Terminator Genisys (2015) movie review



Overall verdict: 7/10

The Good: Strong cast chemistry, filled with homages to the previous films and TV series, top notch special effects, continues themes of James Cameron's original films, actualises scenes and concepts that were previously cut in prior films.

The Bad: Mediocre music, stale lead characters, uses the "alternate universe" concept as a cop out, lacks any sense of tension despite the "chase" plot, 

3D Readiness: Post filming 3D conversion.

******************************Review*****************************
"An unknown future rolls towards us". This was a quote from the award winning classic science fiction movie TERMINATOR 2: JUDGEMENT DAY. But if poor Sarah Connor could only look further into the future, maybe she might not be facing it with a sense of hope. In THE TERMINATOR (the first movie), we end off the ominous quote "There's a storm coming"; an insanely accurate self-prophesy about the multimedia franchise that Terminator would become. A storm of half baked sequels, cliche ridden comic books, meandering novels, and a TV series cut down in its prime. Come 2015, the latest downpour in this storm rears its noisy head: TERMINATOR GENISYS.

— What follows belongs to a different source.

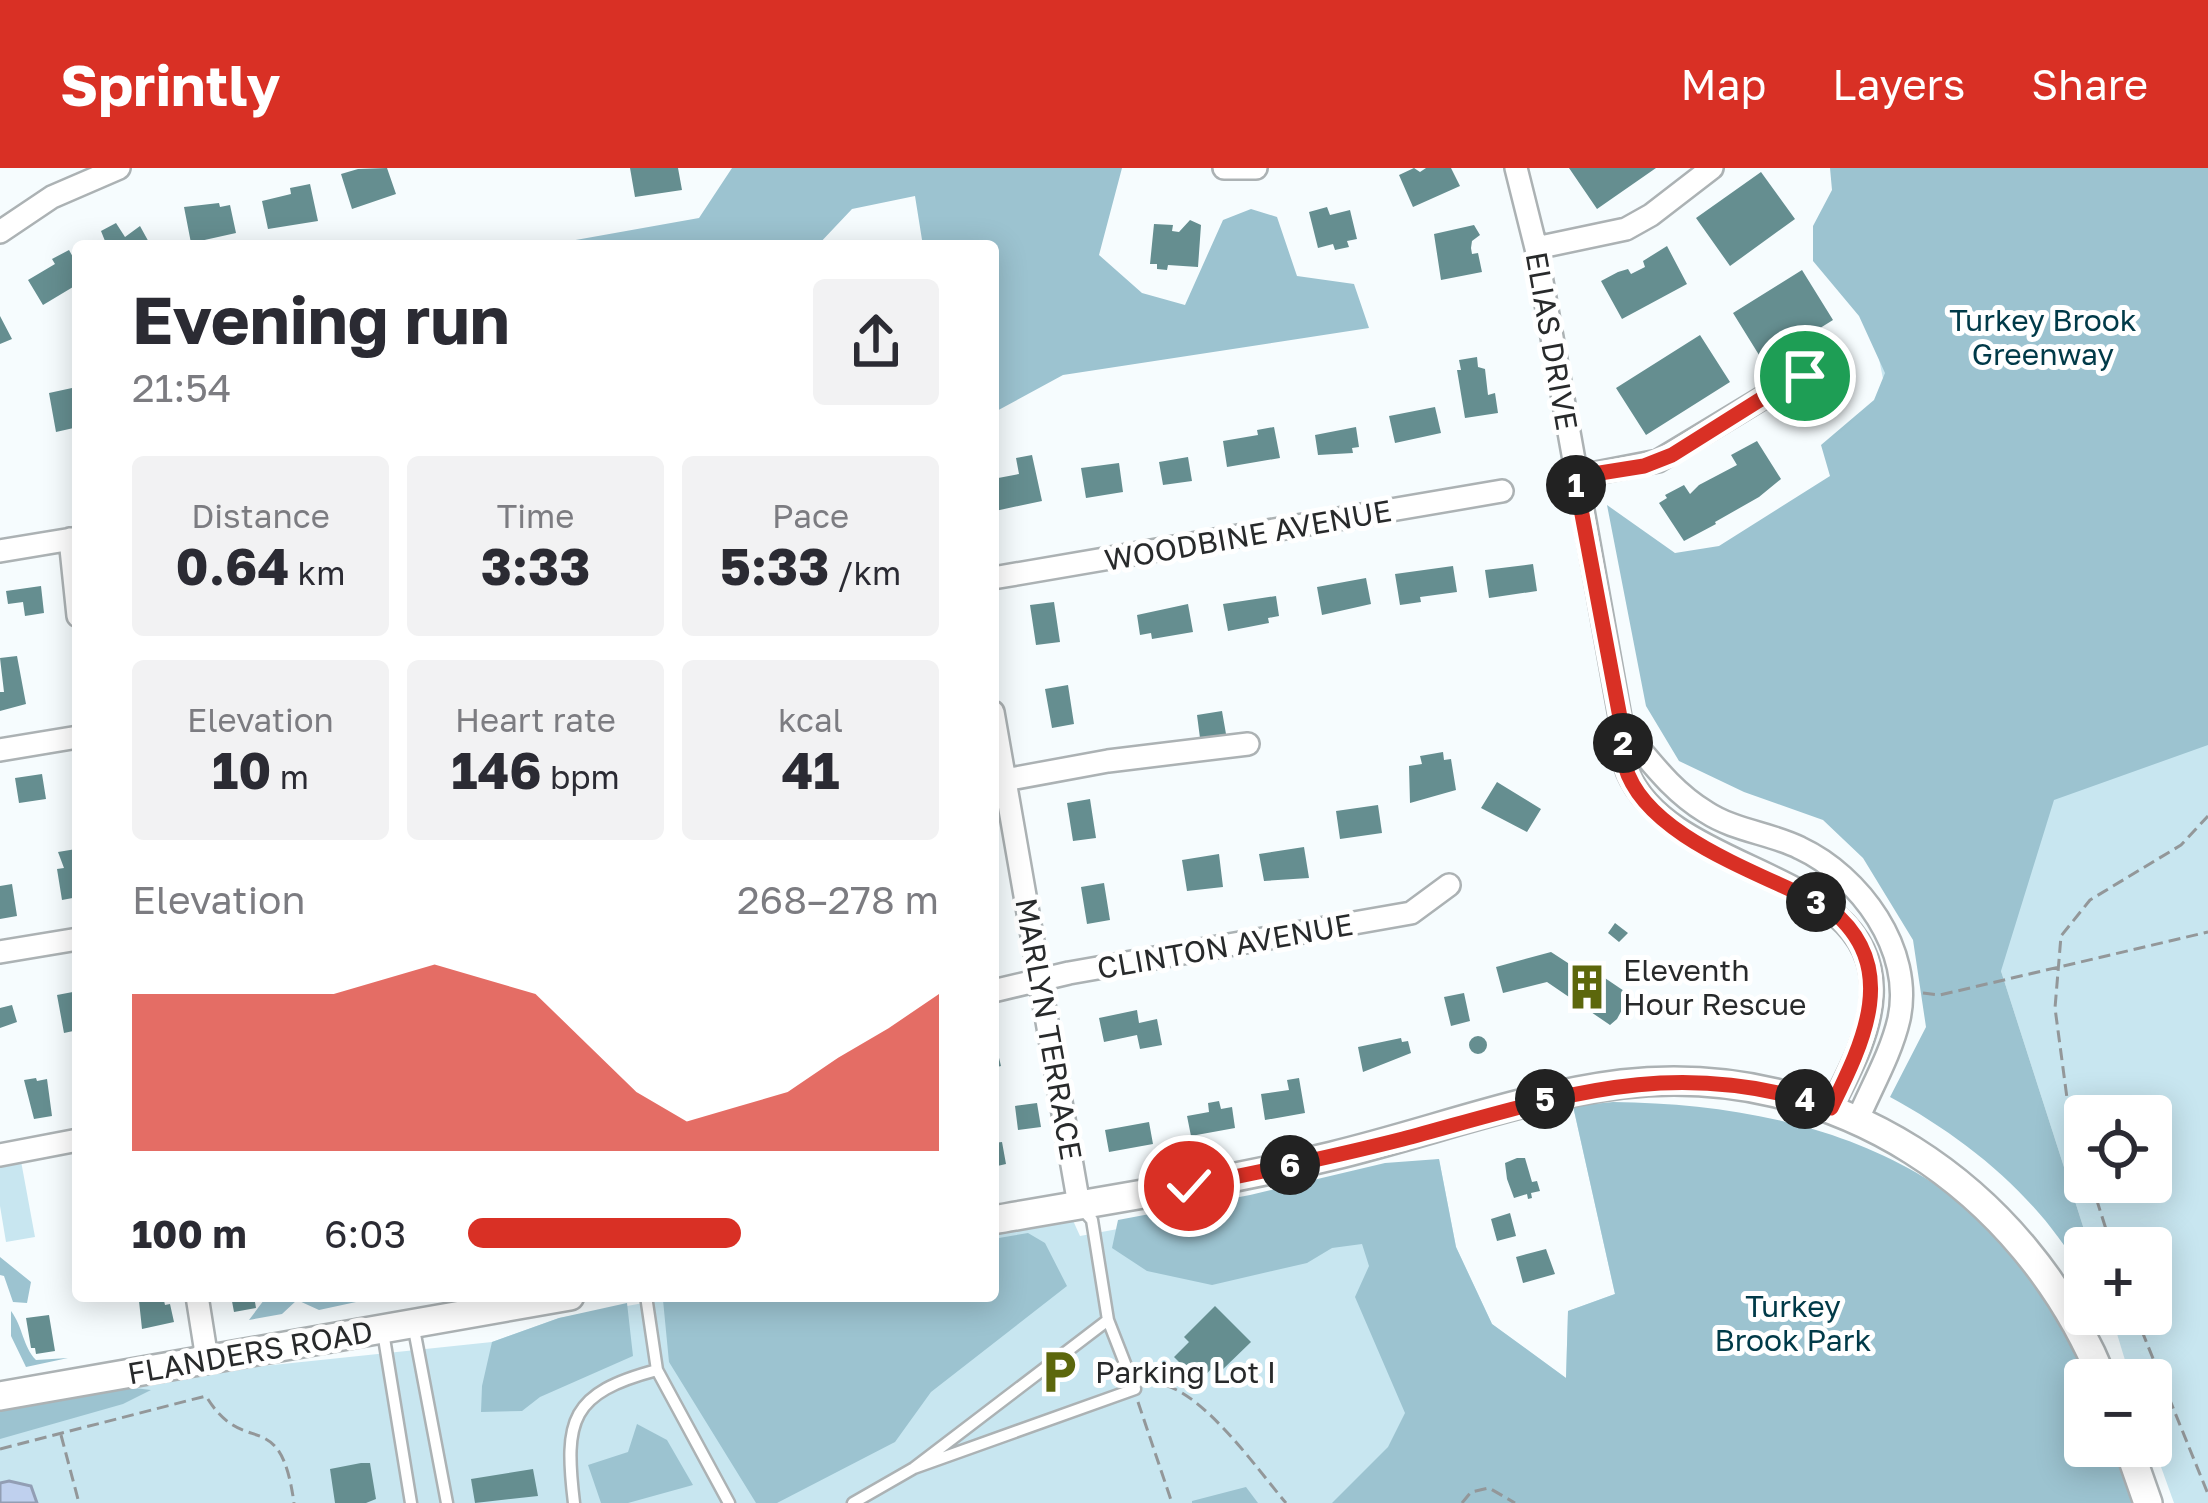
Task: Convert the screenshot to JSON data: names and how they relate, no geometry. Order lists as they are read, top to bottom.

With TERMINATOR GENISYS, the franchise goes back to basics. You know the drill: The future war ends in victory, the defeated machines send a killer back through time, good guys send a protector, killer and protector die while young protagonist accepts destiny and prepares to fight the future. But wait, there is a twist! That twist begins with this wooden piece of man named Jai Courtney as Kyle Reese, the guy destined to be sent back through time to protect Sarah Connor. Courtney, looking bored and buff, lacking all sense of intensity and nuance that Michael Biehn had, tumbles into 1984 with mysterious new memories more unexpected twists. He is pursued by a shapeshifting liquid metal creature in the form of some Korean dude and is saved by......Sarah Connor and her pet robot Arnold Schwarzenegger.

I want a robot Arnold Schwarzenegger too, just not one that looks like a grandfather and grins like a moron. This is not your grandfather's Terminator. This craps all over your grandfather's Terminator. GENISYS shows us that James Cameron's first two films could have ended in a fraction of their run time. It does this by having our protagonists dispatch the terminators, who for the longest time were the epitome of "unstoppable killing machines", within this movie's first act.

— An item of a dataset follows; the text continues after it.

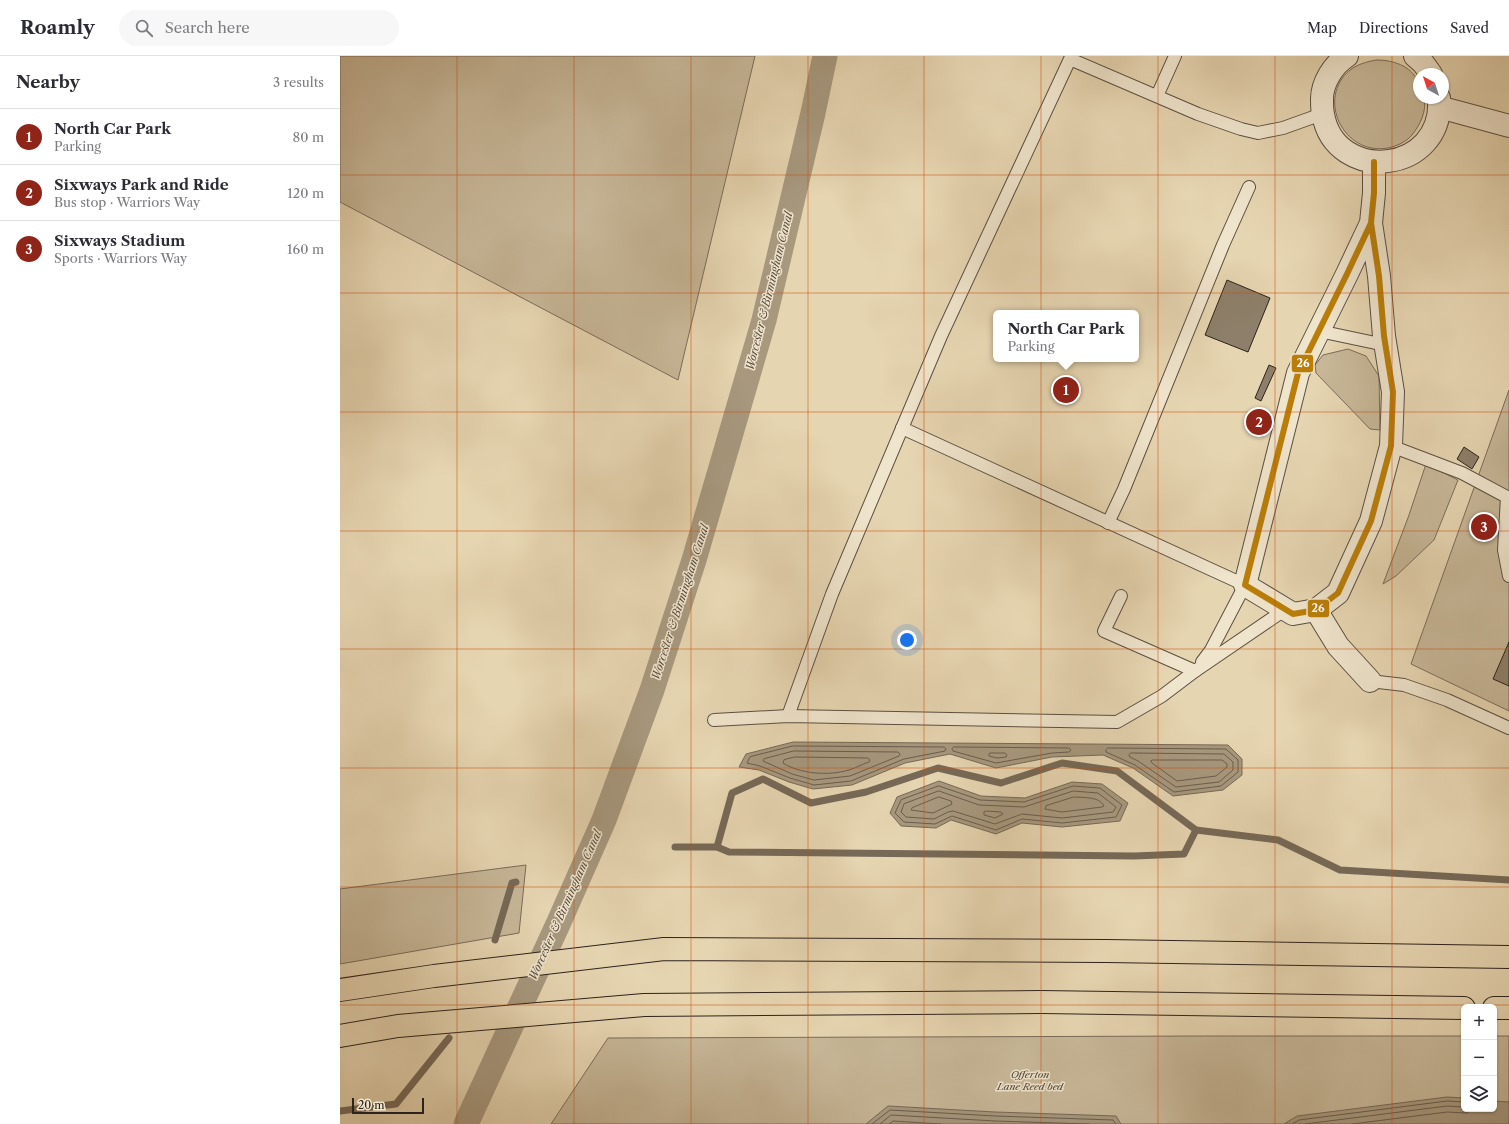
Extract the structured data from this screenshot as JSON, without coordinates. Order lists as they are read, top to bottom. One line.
{"water":["Worcester & Birmingham Canal"],"parks":["Offerton Lane Reed bed"],"lines":["transit line 26"],"scale_bar":"20 m","north":"top left","page":{"header":"Roamly","search":"Search here","nav":["Map","Directions","Saved"],"heading":["Nearby","3 results"],"list":[{"mark":"1","name":"North Car Park","note":"Parking","value":"80 m"},{"mark":"2","name":"Sixways Park and Ride","note":"Bus stop · Warriors Way","value":"120 m"},{"mark":"3","name":"Sixways Stadium","note":"Sports · Warriors Way","value":"160 m"}],"popup":["North Car Park","Parking"],"pins":["1","2","3"],"map_buttons":["+","−"],"scale":"20 m"}}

Does that make this a bad movie? Not exactly. It is genuinely enjoyable, both for new fans and for followers of the franchise. For the latter, you have more references and homages to all past Terminator media, in some form or another. I admit, picking out all those homages was part of the fun of watching this. Adding to that is how this movie finally brings to the big screen scenes and concepts that were left on the cutting room floor in the past movies. Think of this as "Terminator: The Deleted Scenes". We get to see the final future battle with humanity capturing Skynet's time machine (cut from Terminator 1), we get to see two Arnold Schwarzenegger Terminators duke it out (original concept for Terminator 2), we get to see a terminator made out of cybernetic nano particles (a "gaseous" terminator which was a planned concept for T3 to continue the theme of "solid" in T1 and "liquid" in T2). And even if you never knew all this useless trivia (now you do) the spectacular special effects would leave you stunned.

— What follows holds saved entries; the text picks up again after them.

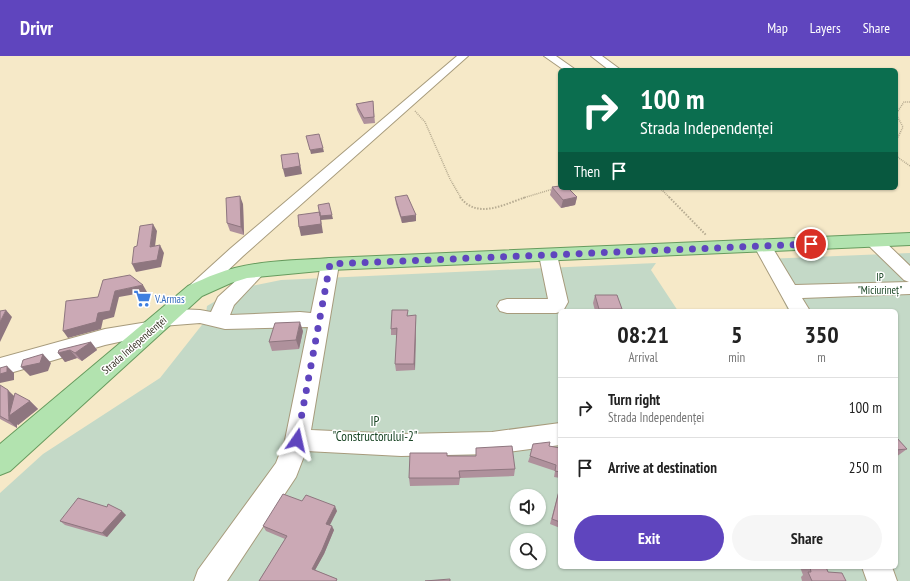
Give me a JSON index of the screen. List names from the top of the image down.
{
  "streets": {
    "main road": ["Strada Independenței"]
  },
  "parks": ["IP \"Miciurineț\"", "IP \"Constructorului-2\""],
  "places": {
    "supermarket": ["V.Armas"]
  },
  "page": {
    "header": "Drivr",
    "nav": ["Map", "Layers", "Share"],
    "turn": ["100 m", "Strada Independenței"],
    "then": "Then",
    "eta": [
      "08:21",
      "Arrival",
      "5",
      "min",
      "350",
      "m"
    ],
    "list": [
      {
        "name": "Turn right",
        "note": "Strada Independenței",
        "value": "100 m"
      },
      {
        "name": "Arrive at destination",
        "value": "250 m"
      }
    ],
    "buttons": ["Exit", "Share"]
  }
}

Emilia Clarke and Schwarzenegger shine here. They share good chemistry between a joyless Sarah Connor resigned to her fate and an increasingly human Terminator cyborg dubbed "Pops". Kudos to the writer for continuing the strong theme of "family" that James Cameron had in his movies. Pops is the over-protective dad, Sarah is the rebellious teen daughter and Kyle Reese is the new boy who is destined to date and bed daddy's little girl. That chemistry between the cast gives their characters' relationship a good deal of weight and lends itself to some genuinely humorous scenes. The same can't be said for the wooden Jai Courtney or Jason Clarke's hammy over-the-top John Connor who looks like his face met the wrong end of a rake.

Story-wise, the whole "alternate universe" thing is such a cop-out, ripped from JJ Abram's STAR TREK. Yes it invalidates T3 and T:Salvation, but it also invalidates T1 and T2: Judgement Day. The direction by Alan Tylor is a bit of a mess here. Action gets a little hard to follow and the erratically paced plot never maintains its sense of tension. Unlike previous films, you don't really feel like our protagonists are in any real peril. In the past films, the protector is barely able to knock down the killer, and gets nearly killed each time they go one-on-one. The obsolete "old" Pops seems able to hold his own perfectly well against the new deadlier killer cyborg.(which thanks to a retarded advertising campaign, everyone knows is John Connor himself).

Where the director does nothing special with the camera, the writers at least try to continue the theme of blurring the line between man and machine. This theme is actualised in the new John Connor cyborg himself; a machine who is 100% the human it is designed to mimic. Then you have Pops. The most inhuman, rigid, machine-like cyborg who can't even mimic a proper smile. Slowly but surely, his knowledge of humanity grows right up to a simple but emotionally powerful climax where you realise that a machine, a Terminator, could finally learn to love.

I would rank this just ahead of Terminator Salvation and right behind TERMINATOR THE SARAH CONNOR CHRONICLES. It is by no means as groundbreaking as the first two movies, but it is not as insipid as the third nor does it deviate from established themes like the fourth. A director that favours spectacle over character development and a musical score that remixes Brad Fiedel's original music in the style of Steve Jablonsky makes TERMINATOR GENISYS a slight disappointment for me. Until a worthy successor to the Terminator brand comes along, I'm going back through time and I am going to watch James Cameron's Terminator 1 and 2 all over again.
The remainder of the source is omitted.